There is nothing wrong in opening up sectors for FDI. Caps have
been raised or new norms have been introduced in single brand, multi-brand,
broadcast, aviation and power exchange sectors. The only noise puller is the retail
FDI move as it concerns a large segment of population. Other sectors, being too
small in terms of people directly associated with them are of no use for the
political parties.
And in any case, opening up of the retail sector for FDI would
help the country in the long run, there should be no denying to this fact. Organized
retail is a reality in India
and is growing strongly. Currently it is about 7 per cent of the total retails
business in India
($35 Billion out of $450 Billion). An AT Kearny 2010 report projects it to
reach a size of $200 Billion by 2020 with a growth rate of 25 per cent. We
should expect a better rate as the multi-brand retail FDI was not allowed when
this report came out. But the other side of the report tells even a better
story. It tells the Indian retail sector would reach to a size of $850 Billion by
2020. Its means the unorganized retail business would be of $650 Billion
turnover.
So, where is the loss factor for the common man?
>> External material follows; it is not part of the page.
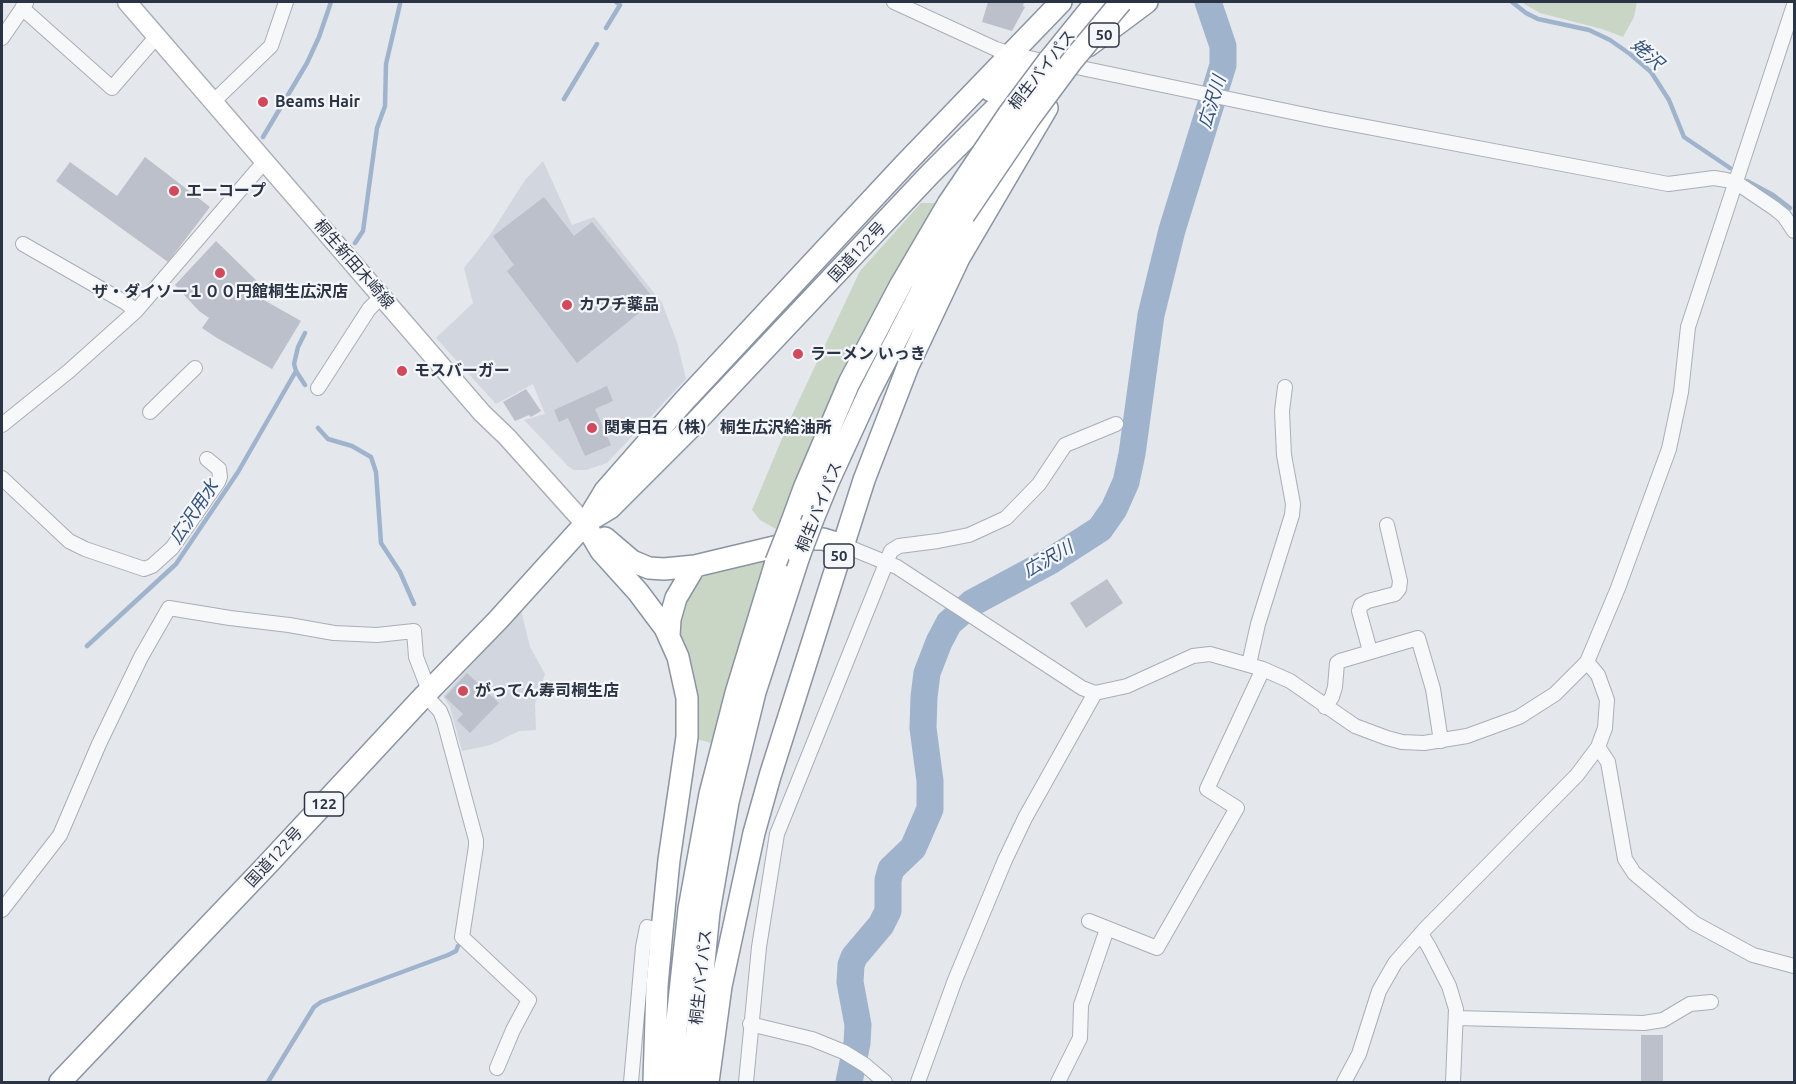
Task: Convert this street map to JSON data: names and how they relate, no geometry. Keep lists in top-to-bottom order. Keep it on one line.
{"streets":{"highway":["50","桐生バイパス","国道122号","122"],"main road":["桐生新田木崎線"]},"crossings":[["50","国道122号"],["国道122号","桐生新田木崎線"]],"water":["姥沢","広沢川","広沢用水"],"places":["Beams Hair","エーコープ","ザ・ダイソー１００円館桐生広沢店","カワチ薬品","ラーメン いっき","モスバーガー","関東日石（株） 桐生広沢給油所","がってん寿司桐生店"]}
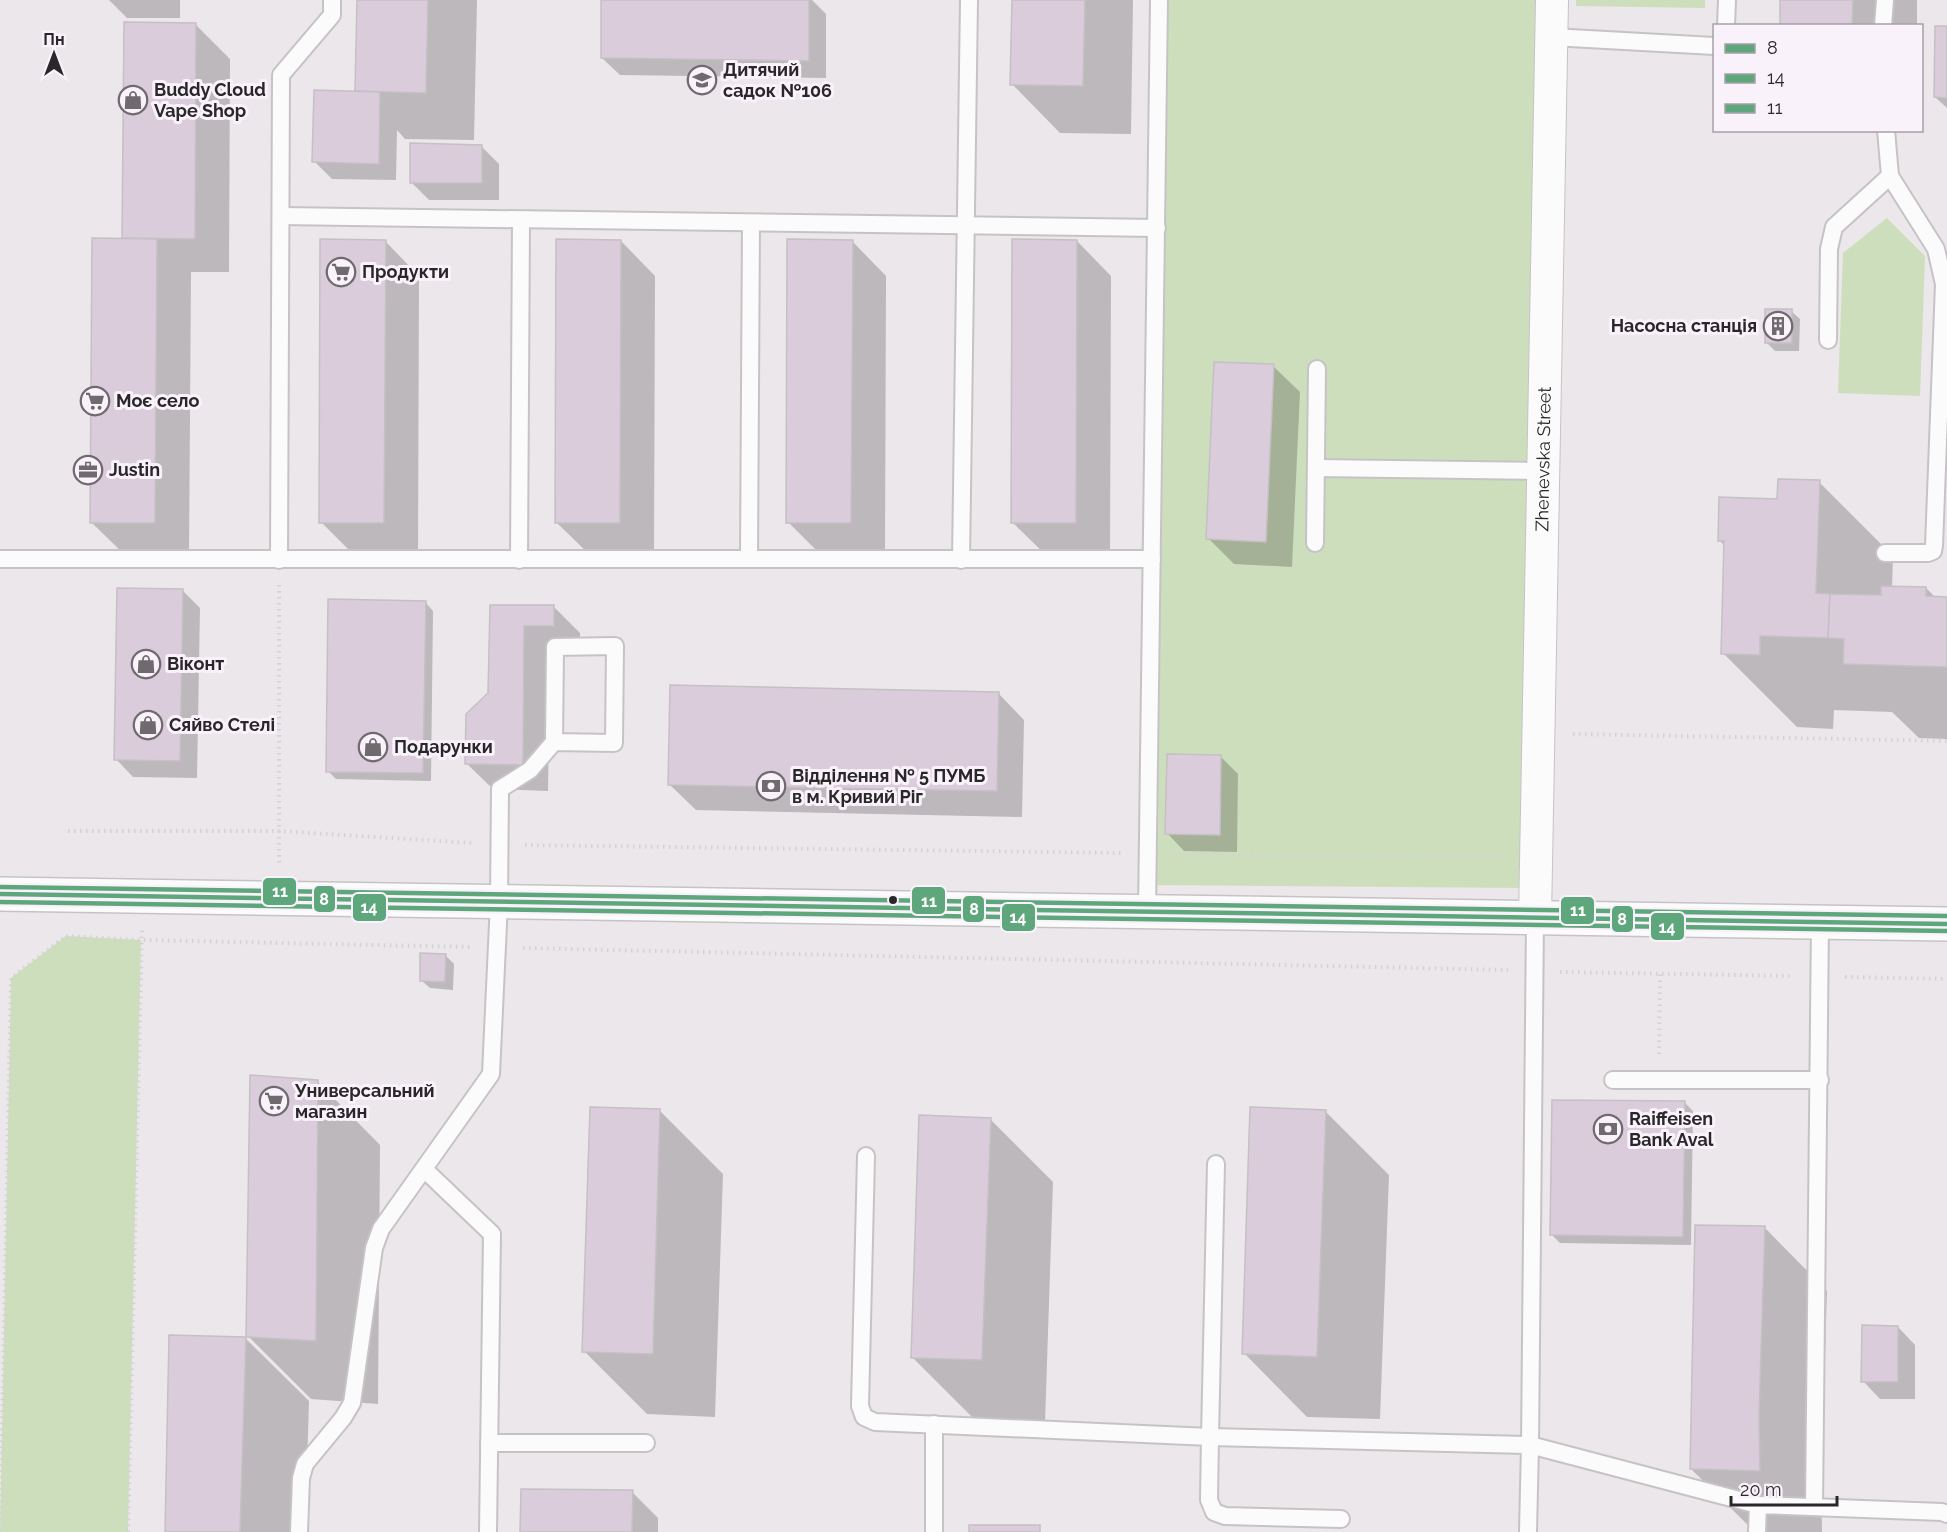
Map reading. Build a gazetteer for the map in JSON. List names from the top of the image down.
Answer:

Both modes of
delivery would grow.
And how does it matter if the owner of an organized retail chain
in India
is the Future Group (Big Bazar) or the Wal-Mart?
Are the foreign multinational chains going to bring foreigners
to man the stores? That is foolhardy to think and only politicians and politician-likes
can think.
So where does the question of livelihood and employment loss
come-in?
In fact, multitudes can get benefitted by the improved business
practices that the multinational retail chains would bring in like investment
in backend infrastructure and logistical operations and supply chain
management. Also, it would help to enhance the farm productivity manifold as a
major chunk of the farm produce is destroyed in transit due to poor storage facilities.
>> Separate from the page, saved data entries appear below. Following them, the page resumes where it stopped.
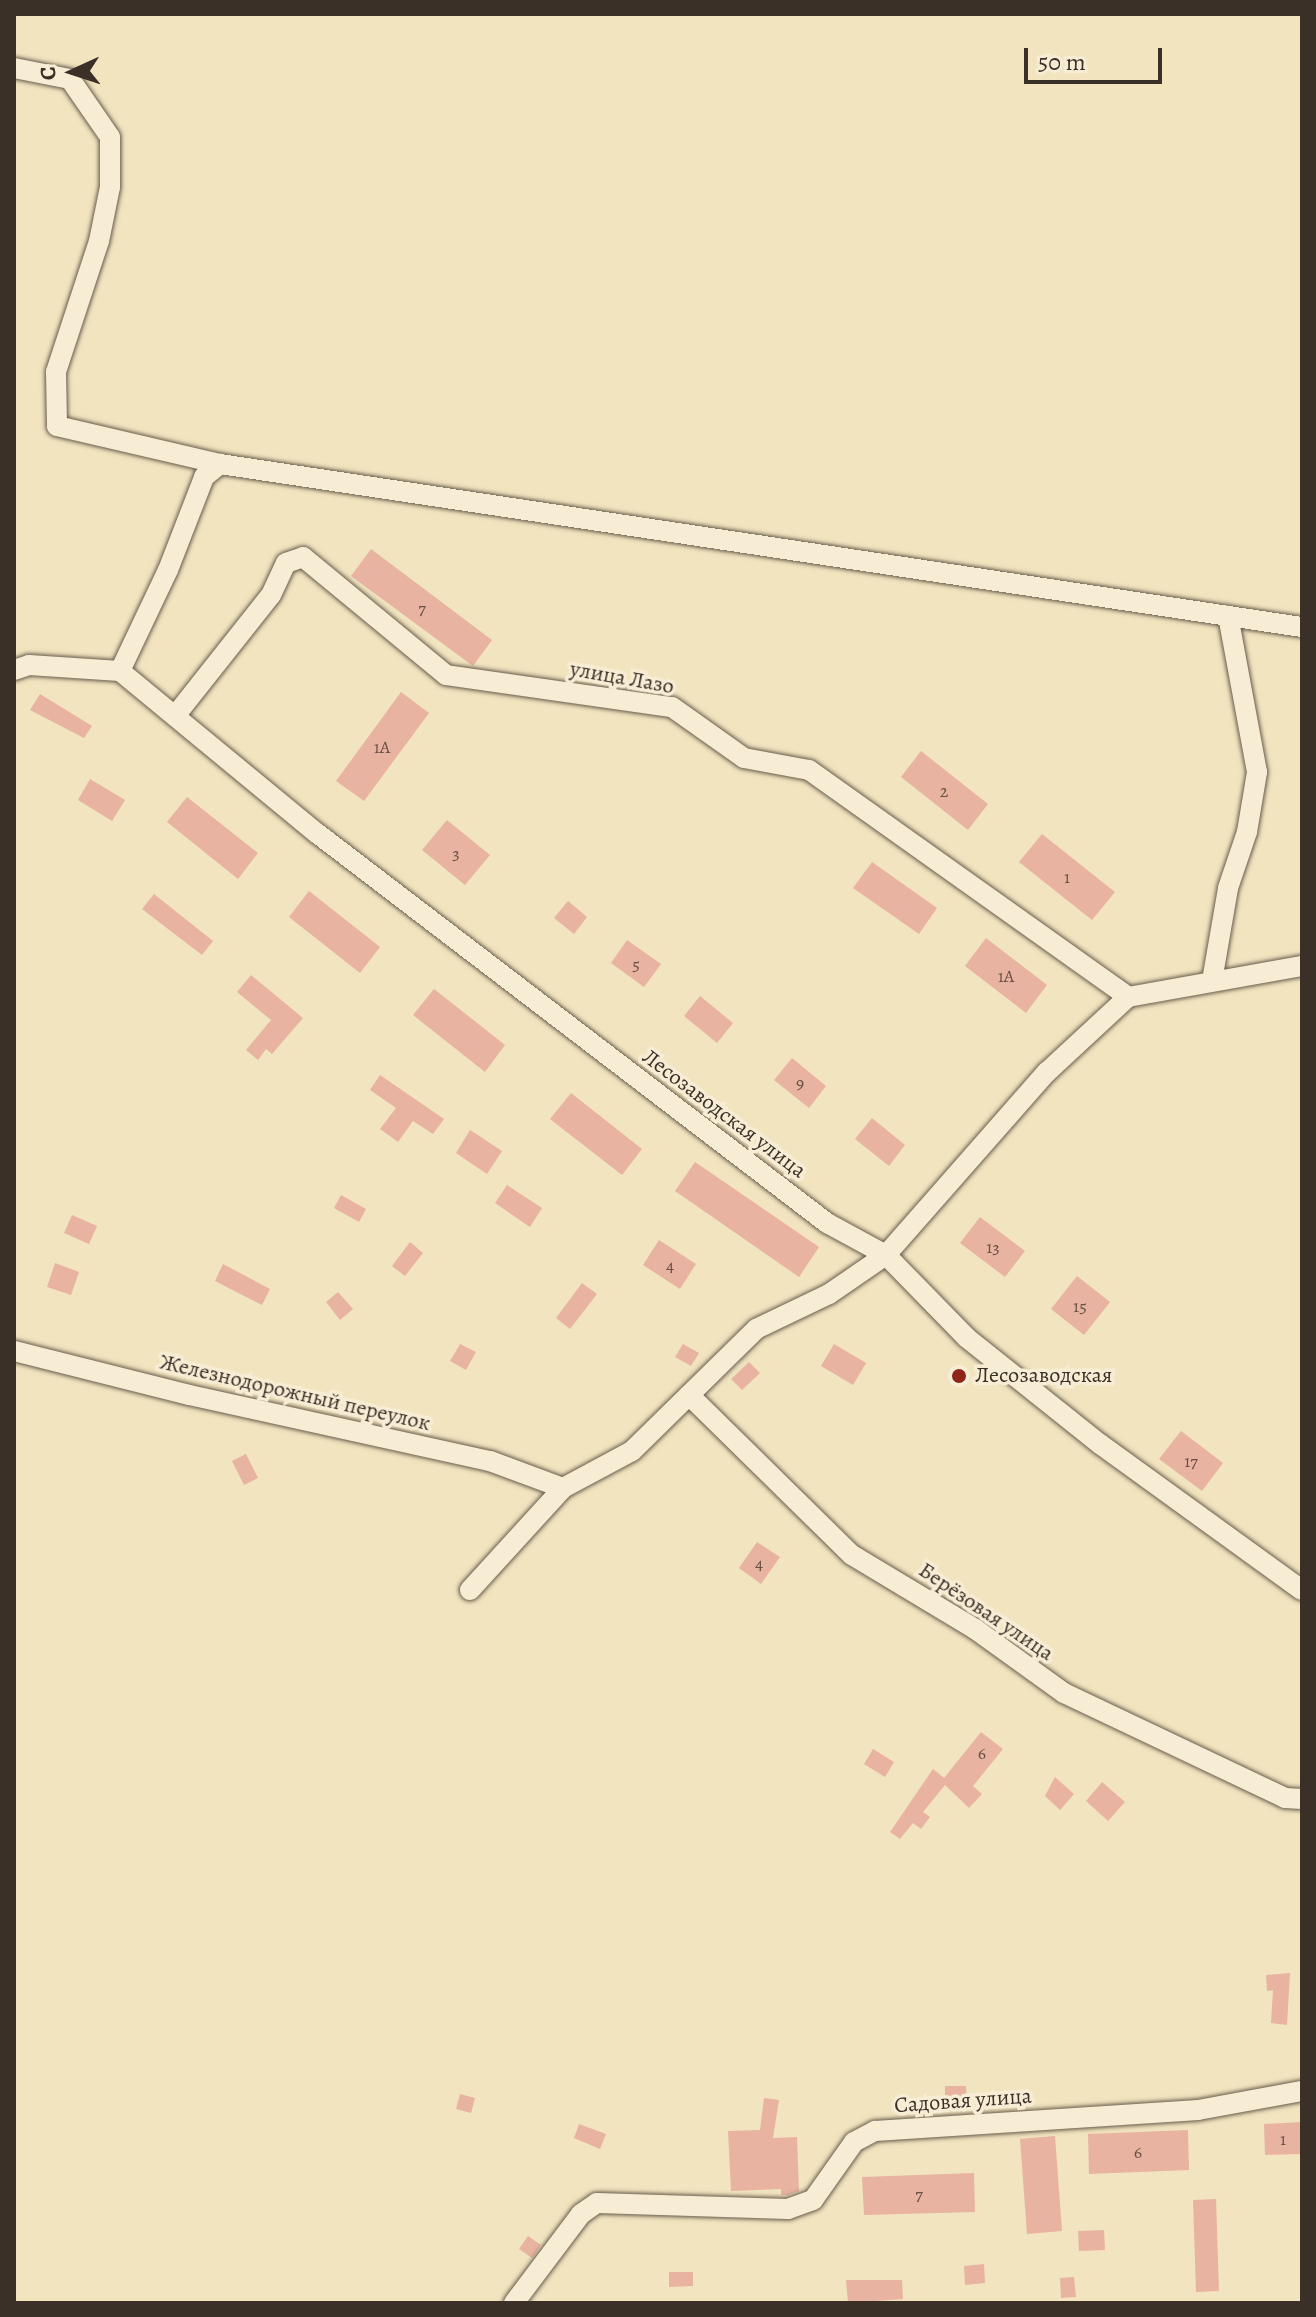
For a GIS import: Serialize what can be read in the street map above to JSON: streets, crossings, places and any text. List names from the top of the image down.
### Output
{
  "streets": {
    "street": [
      "улица Лазо",
      "Лесозаводская улица",
      "Железнодорожный переулок",
      "Берёзовая улица",
      "Садовая улица"
    ]
  },
  "crossings": [
    ["улица Лазо", "Лесозаводская улица"]
  ],
  "places": ["Лесозаводская"],
  "house_numbers": [
    "7",
    "1А",
    "2",
    "3",
    "1",
    "5",
    "1А",
    "9",
    "13",
    "4",
    "15",
    "17",
    "4",
    "6",
    "1",
    "6",
    "7"
  ],
  "scale_bar": "50 m",
  "north": "left"
}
Better storage facilities would push for improved availability and logical
prices for the consumer. The direct access (that is likely to happen) to the
farmers would reduce the burden of food spoilage on the farmers giving them
more produce at hand per crop cycle.
The real thing is about the volume business here. If both, the
producer (farmers) and the trader (retail chains), manage to do good volume business,
there is nothing like that. And organized retail can do that in India.
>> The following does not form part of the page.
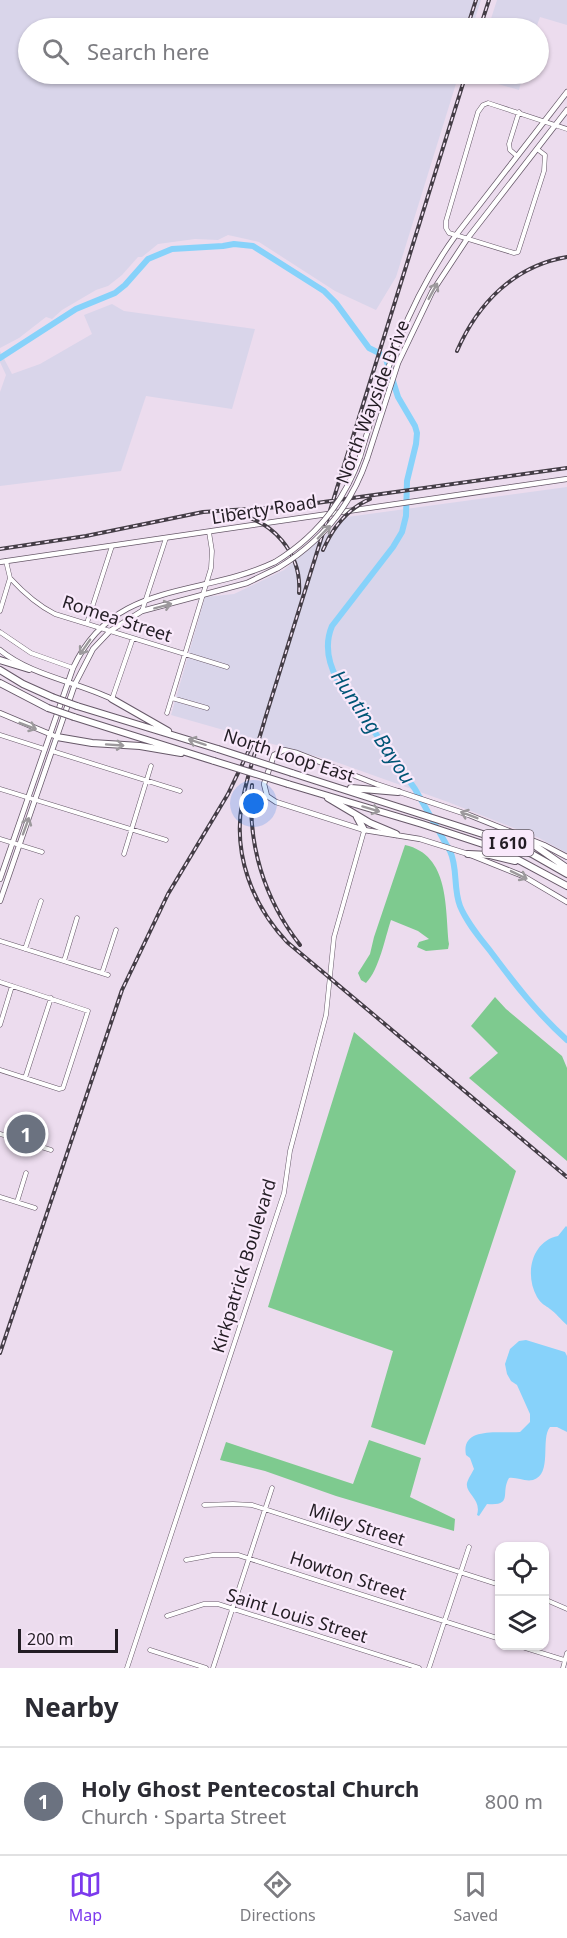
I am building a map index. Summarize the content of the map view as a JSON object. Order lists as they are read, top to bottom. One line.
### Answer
{"streets":{"highway":["North Loop East","I 610"],"main road":["North Wayside Drive","Liberty Road"],"street":["Romea Street","Kirkpatrick Boulevard","Miley Street","Howton Street","Saint Louis Street"]},"crossings":[["North Wayside Drive","Romea Street"]],"water":["Hunting Bayou"],"scale_bar":"200 m","page":{"search":"Search here","pins":"1","scale":"200 m","heading":"Nearby","list":[{"mark":"1","name":"Holy Ghost Pentecostal Church","note":"Church · Sparta Street","value":"800 m"}],"nav":["Map","Directions","Saved"]}}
It is true that there would be no immediate changes, not in
terms of the livelihood of the farmers or the fiscal deficit of the government
of India.
It is true that the immediate beneficiaries would be the large Indian retail
chains in the business who are currently bleeding and would get a fresh lease
of life with the FDI cash infusion.
But in the long run, it is going to benefit all in a country
like India
which is basically about volumes and masses. What Wal-Mart or likes do in their
respective countries or other developed economies is not going to help in India. They
need to adopt an Indianised strategy (something like McDonald’s McAloo Tikki).
That means going mass-centric and that is certainly going to help masses of India –
optimized prices and a better people driven business sense.
Given the large size of the retail business, that makes around
15 per cent of the Indian GDP and employs around 3.5 per cent of the Indian
workforce, any fundamental business policy move here comes with big-ticket
returns that can only be realized over sustained period of time.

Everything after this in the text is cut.